Step 2: Once you have identified the obstacles to being in touch with your feelings, record in your journal what messages you have given yourself in the past to keep you from identifying, experiencing or expressing your feelings.
Step 3: After you have identified the negative messages you have given yourself to keep you out of touch with your feelings, in your journal identify healthy self-affirmations which will encourage you to identify, experience, and express your feelings on a daily basis.
Step 4: Use your affirmations for getting in touch with your feelings on a daily basis, and, for the next thirty days, keep a “feelings log” in your journal, using the following directions:
Feelings Log Directions
1. In your journal on a daily basis for the next thirty days, record feelings you are experiencing.
2. For each day, record distinct parts of the day for which you are identifying feelings, for example:
a. Morning: rising and breakfast b. Morning: at work (school, home) c. Afternoon: lunch time d. Afternoon: back at job (school, home) e. Early Evening: on way home f. Evening: dinner g. Later: evening h. Pre-Retiring to bed
3. For each part of the day identify the following:
a. What I was feeling b. The stimulus for the feeling c. What, if anything, I did as a result of this feeling d. How others reacted to what I did
4. To help you identify the feelings experienced, use the list of feeling words.
Step 5: If after thirty days of keeping a “feelings log” you are still not better able to get in touch with your feelings, return to Step 1 and begin again.
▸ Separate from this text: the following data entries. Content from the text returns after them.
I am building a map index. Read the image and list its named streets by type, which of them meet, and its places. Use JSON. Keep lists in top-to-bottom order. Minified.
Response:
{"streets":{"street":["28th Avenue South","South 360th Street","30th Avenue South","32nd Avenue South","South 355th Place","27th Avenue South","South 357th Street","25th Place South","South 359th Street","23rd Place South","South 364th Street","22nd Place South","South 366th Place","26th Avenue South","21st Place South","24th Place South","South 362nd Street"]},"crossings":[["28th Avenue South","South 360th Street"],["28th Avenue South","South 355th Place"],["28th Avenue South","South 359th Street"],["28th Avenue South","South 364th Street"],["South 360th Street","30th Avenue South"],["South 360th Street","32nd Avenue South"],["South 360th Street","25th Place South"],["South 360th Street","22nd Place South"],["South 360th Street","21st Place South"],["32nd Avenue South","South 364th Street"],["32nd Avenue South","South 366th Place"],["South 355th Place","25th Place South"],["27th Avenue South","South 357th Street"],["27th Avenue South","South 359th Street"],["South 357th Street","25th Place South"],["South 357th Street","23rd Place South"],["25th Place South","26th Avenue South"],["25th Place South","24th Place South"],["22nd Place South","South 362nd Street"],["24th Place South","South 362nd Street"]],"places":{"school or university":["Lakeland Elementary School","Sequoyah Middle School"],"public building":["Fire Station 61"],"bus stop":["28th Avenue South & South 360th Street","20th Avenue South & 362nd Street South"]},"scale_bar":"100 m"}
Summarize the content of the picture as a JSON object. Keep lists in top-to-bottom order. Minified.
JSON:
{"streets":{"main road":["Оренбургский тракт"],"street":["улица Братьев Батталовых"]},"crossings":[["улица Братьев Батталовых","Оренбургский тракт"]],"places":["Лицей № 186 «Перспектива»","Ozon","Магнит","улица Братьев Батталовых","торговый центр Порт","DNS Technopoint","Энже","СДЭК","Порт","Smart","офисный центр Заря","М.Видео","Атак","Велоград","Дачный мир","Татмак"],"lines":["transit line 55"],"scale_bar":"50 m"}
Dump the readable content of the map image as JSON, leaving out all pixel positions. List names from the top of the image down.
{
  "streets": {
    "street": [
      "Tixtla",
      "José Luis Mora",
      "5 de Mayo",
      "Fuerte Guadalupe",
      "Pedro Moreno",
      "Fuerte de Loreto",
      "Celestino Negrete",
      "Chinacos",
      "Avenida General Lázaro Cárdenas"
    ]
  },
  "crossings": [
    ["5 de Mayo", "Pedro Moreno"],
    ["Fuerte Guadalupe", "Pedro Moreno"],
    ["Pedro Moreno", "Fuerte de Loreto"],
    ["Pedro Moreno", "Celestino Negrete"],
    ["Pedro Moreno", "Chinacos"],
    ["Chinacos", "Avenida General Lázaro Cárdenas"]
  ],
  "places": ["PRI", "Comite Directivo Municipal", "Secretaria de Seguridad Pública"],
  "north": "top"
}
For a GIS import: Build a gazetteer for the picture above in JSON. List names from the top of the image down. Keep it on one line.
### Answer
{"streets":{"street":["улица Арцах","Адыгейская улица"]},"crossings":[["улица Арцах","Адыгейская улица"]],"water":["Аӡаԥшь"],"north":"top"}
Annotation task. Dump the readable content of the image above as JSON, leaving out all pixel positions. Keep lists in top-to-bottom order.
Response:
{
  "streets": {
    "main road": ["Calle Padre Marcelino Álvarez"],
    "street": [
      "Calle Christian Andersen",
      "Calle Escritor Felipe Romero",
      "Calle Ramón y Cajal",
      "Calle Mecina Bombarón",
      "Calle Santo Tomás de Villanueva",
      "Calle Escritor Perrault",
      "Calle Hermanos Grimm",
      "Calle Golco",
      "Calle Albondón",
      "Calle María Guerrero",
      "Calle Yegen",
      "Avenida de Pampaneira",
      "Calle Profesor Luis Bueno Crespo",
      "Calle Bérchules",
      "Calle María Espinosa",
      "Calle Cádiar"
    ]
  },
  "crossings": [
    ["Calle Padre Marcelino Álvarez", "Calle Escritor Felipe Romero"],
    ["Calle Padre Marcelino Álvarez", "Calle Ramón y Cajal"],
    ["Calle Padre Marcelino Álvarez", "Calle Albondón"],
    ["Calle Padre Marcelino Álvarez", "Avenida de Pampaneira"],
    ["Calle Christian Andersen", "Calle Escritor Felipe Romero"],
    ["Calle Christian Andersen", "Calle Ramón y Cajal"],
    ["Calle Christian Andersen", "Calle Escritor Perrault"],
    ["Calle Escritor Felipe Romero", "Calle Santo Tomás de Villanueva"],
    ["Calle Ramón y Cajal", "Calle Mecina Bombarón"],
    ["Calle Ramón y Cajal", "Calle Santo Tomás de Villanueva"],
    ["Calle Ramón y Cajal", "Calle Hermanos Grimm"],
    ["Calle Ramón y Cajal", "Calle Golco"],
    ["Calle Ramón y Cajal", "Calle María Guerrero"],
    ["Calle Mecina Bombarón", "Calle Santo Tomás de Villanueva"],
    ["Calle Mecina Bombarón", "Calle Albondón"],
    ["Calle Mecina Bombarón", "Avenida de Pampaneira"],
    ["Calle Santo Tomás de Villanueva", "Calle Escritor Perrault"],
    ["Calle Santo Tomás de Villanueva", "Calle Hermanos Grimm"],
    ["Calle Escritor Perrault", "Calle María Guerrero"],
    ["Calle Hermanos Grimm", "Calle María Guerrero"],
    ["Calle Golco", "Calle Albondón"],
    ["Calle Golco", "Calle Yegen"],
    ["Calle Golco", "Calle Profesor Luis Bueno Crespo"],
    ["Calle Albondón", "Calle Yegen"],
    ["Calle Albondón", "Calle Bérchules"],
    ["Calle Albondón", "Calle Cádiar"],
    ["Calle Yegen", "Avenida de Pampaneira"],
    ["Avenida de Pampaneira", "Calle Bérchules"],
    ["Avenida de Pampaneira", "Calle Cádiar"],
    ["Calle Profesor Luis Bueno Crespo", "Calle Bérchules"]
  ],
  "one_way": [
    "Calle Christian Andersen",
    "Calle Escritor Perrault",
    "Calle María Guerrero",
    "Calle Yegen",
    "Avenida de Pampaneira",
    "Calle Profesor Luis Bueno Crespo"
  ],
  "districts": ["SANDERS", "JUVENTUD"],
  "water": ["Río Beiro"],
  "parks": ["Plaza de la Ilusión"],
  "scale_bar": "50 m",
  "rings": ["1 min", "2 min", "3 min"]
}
Use the following affirmations to help you identify and label your feelings:
1. It is healthy to feel my feelings. 2. There is no such thing as a right or wrong feeling—all feelings are OK. 3. It is OK to feel what I am feeling now. 4. No one can take what I am currently feeling away from me. I have a right to feel my feelings. 5. No one can judge me wrongly for feeling the feelings I experience in my life. 6. It is OK to have negative feelings and to identify and express them freely. 7. I am feeling feelings every second of my waking hours. 8. Identifying and expressing my feelings makes me a real and authentic human being. 9. No one can deny me my feelings. 10. No one can tell me how I should be feeling. 11. No one has the right to make me feel bad or guilty for the feelings I am feeling. I am more alive and vigorous when I am in touch with my feelings. 12. I have a right to have my feelings be visible, seen and heard by others. 13. I will no longer hide my feelings and emotions from myself and the others in my life. 14. I deserve to give and receive honest feedback about my feelings toward persons, places, things, and events in my life. 15. I deserve to have my feelings listened to by others. 16. I choose to feel my feelings, be they positive or negative, so that I cease being numb to my life. 17. I have the right to experience the grief and mourning emotions which I will feel as I face the losses in my life. 18. I will heal and grow as I become more in touch with my feelings. 19. I will “grow down” more as I open myself up to get in touch with my feelings.